Gerardo
Sánchez, residente en Ankara desde hacía más de cuarenta años,
trabajaba en mantenimiento en el
ferrocarril, aunque le quedaban pocos meses para concluir su vida
laboral, y cumplir el sueño de regresar a su pueblo durante
una larga temporada. Estaba soltero, y corría el rumor de que
tenía una hija con la prostituta a la que visitaba una vez por
semana a las afueras de la ciudad. Pero, como digo, tan solo era una
murmuración sin pruebas visibles... A bastante distancia de allí,
pasado Valencia de Alcántara, en la provincia de Cáceres,
a menos de dos horas de Portugal, su familia, campesinos,
gente sencilla, humilde y servicial, vieron por televisión,
horrorizados, las duras imágenes que llegaban desde Turquía sobre
el atentado perpetrado presuntamente por dos suicidas en un acto por
la paz que se iba a celebrar junto a la estación de tren.

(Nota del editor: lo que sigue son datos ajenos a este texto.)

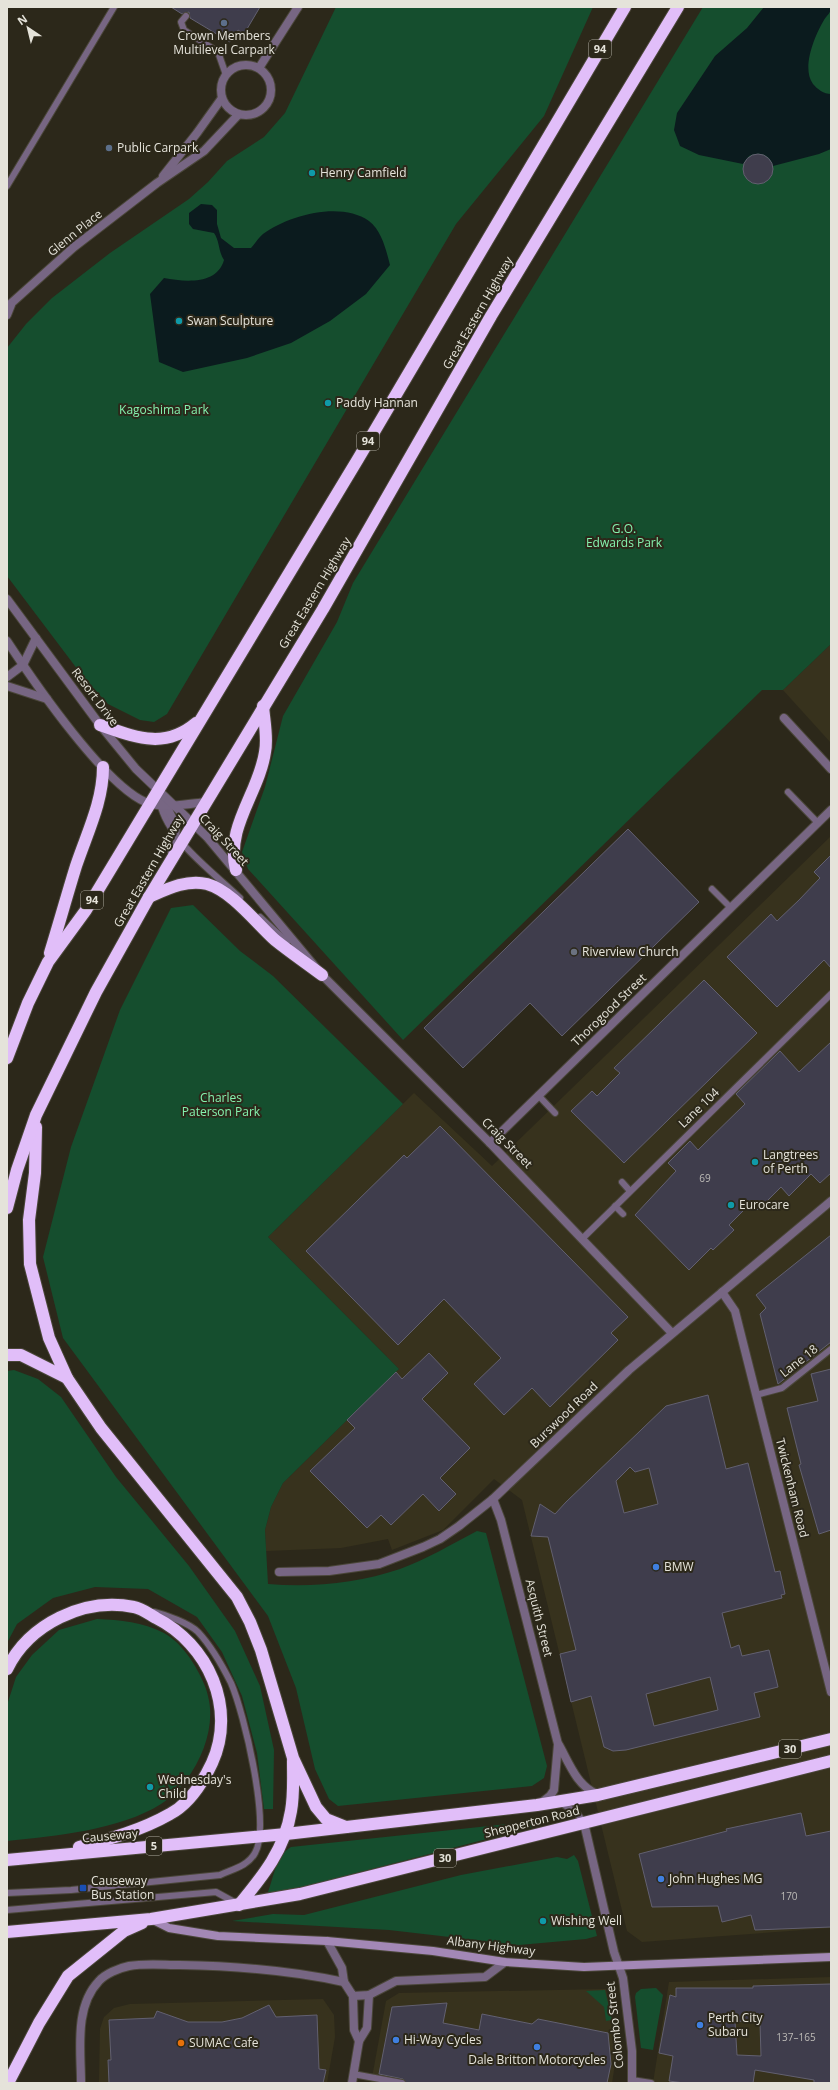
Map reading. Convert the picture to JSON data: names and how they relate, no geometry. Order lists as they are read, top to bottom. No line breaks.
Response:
{"streets":{"highway":["94","Great Eastern Highway","30","Shepperton Road","Causeway","5"],"main road":["Albany Highway"],"street":["Glenn Place","Resort Drive","Craig Street","Thorogood Street","Burswood Road","Twickenham Road","Asquith Street","Colombo Street"],"lane":["Lane 104","Lane 18"]},"crossings":[["94","Resort Drive"],["94","Craig Street"],["Great Eastern Highway","Craig Street"],["Resort Drive","Craig Street"],["Craig Street","Thorogood Street"],["Craig Street","Lane 104"],["Craig Street","Burswood Road"],["Lane 18","Twickenham Road"],["Burswood Road","Twickenham Road"],["Burswood Road","Asquith Street"],["Asquith Street","Shepperton Road"],["Shepperton Road","Causeway"],["Albany Highway","Colombo Street"]],"parks":["Kagoshima Park","G.O. Edwards Park","Charles Paterson Park"],"places":{"other":["Crown Members Multilevel Carpark","Public Carpark","Henry Camfield","Swan Sculpture","Paddy Hannan","Riverview Church","Langtrees of Perth","Eurocare","BMW","Wednesday's Child","John Hughes MG","Wishing Well","Perth City Subaru","Hi-Way Cycles","SUMAC Cafe","Dale Britton Motorcycles"],"transit":["Causeway Bus Station"]},"house_numbers":["69","170","137–165"],"north":"top left"}
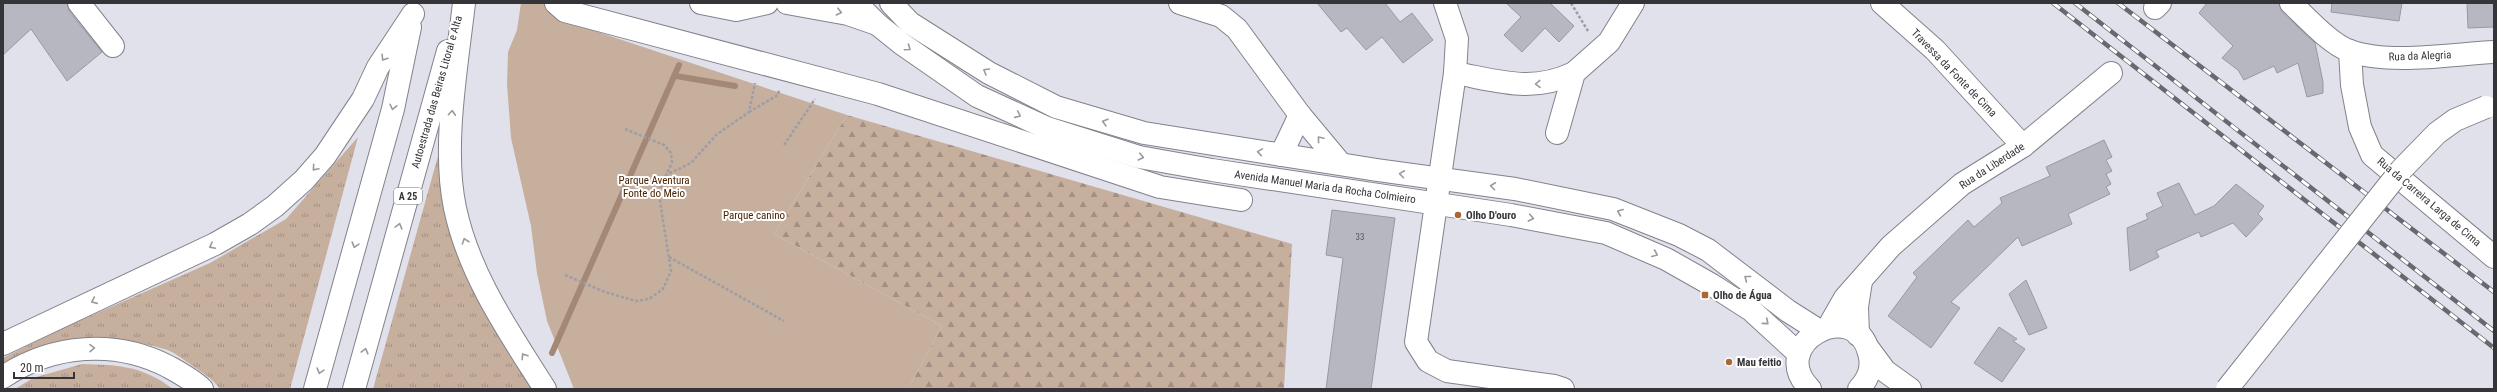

Elisendo y
Basilia, sus padres, ambos nonagenarios, que no entendían nada del
polvorín de violencia que asolaba la vida cotidiana y la
tranquilidad en aquella zona, y que jamás asumirían que el mayor de
sus hijos emigrara tan lejos si la cosecha daba para alimentarse
todos, llamaron por teléfono, titubeantes y azarados, a Manuel, su
nieto mayor, un lumbreras en esto de las nuevas tecnologías, para
saber lo que decían sobre la matanza en
esa cosa del Internet.
Antes
de que la casa de los Sánchez se llenara con la familia, que
empezaba a movilizarse, los vecinos de los
alrededores en un perímetro de cinco kilómetros a la redonda fueron
a visitarles para interesarse por Gerardo y
acompañarles en esos momentos de trágica incertidumbre. Los
ancianos, sentados muy juntos y cogidos de las manos, con los labios
apretados como si amurallaran así los lamentos y los suspiros
susceptibles de escaparse, se mostraban abatidos. El ruido de motores
deteniéndose, de abrir y cerrar puertas y de fuertes pisadas que se
acercaban con rapidez, resonaban en las afueras de la vivienda, en
medio de la noche. La hija mediana
y Manuel fueron los primeros en entrar
para tranquilizar a los abuelos. Aunque todavía los datos eran
confusos, –se barajaba la cifra de casi un centenar de muertos y
más de doscientos heridos–, delante
de ellos se mostraban optimistas de que Gerardo estuviera en
perfectas condiciones. Pero, en realidad, en el fondo de sus
corazones se temían justo lo contrario, puesto que,
al ser uno de los cabecillas –dentro de su gremio–
de la Confederación de Sindicatos de Obreros Revolucionarios
de Turquía (DISK), iría a la manifestación, sin duda alguna.
Basilia,
de carácter templado, mujer de pocas palabras, y un tanto fría en
caricias, sabía muy bien lo que era sobrevivir a un hijo, con lo
antinatural que eso suponía, porque perdió a la niña que tuvo de
su primer matrimonio. Sin embargo, algo le decía que Gerardo estaba
vivo, porque, aún coincidiendo con el cambio de luna, como ocurrió
en aquella ocasión, esta vez no había
sufrido ningún retortijón de tripa. Elisendo, que se casó con ella
también de segundas, la miraba de soslayo, sin imaginar la reacción
que tendrían ambos, ahora que de mayor uno se vuelve más
vulnerable. A todo esto, Manuel consultaba en el portátil las
webs de los diarios más
importantes del mundo, y dos pequeñas ventanas abiertas en una
esquina de la pantalla: una, con la CNN; la otra, con la BBC.
El
Aeropuerto Internacional Esenboğa, situado 28 kilómetros al
noroeste de Ankara, minutos después de conocerse lo ocurrido, se
convirtió en la boca del lobo para la gente que esperaba el momento
de embarcar. La información escasa que tenían, y contradictoria al
mismo tiempo, creaba alrededor de los viajeros, con hilos de pánico,
finos y punzantes, una tela de araña a lo desconocido. Damla –'gota
de agua', en turco–, hija de Gerardo, que le esperaba para
viajar juntos a Extremadura donde le presentaría a toda la familia,
quienes no tenía idea de su existencia,
pensó que el destino podría haberle dado a su padre una patada en
las pelotas, ya que, otra cosa no, pero puntual
era un rato, y ese retraso no le gustaba nada. La chica, cada
vez más intranquila, aunque sin moverse del punto de encuentro que
pactaron, no paraba de mirar el reloj.
Damla,
a diferencia de su madre, vivió apartada del prostíbulo, estudiando
en los mejores centros con la ayuda incondicional de Gerardo.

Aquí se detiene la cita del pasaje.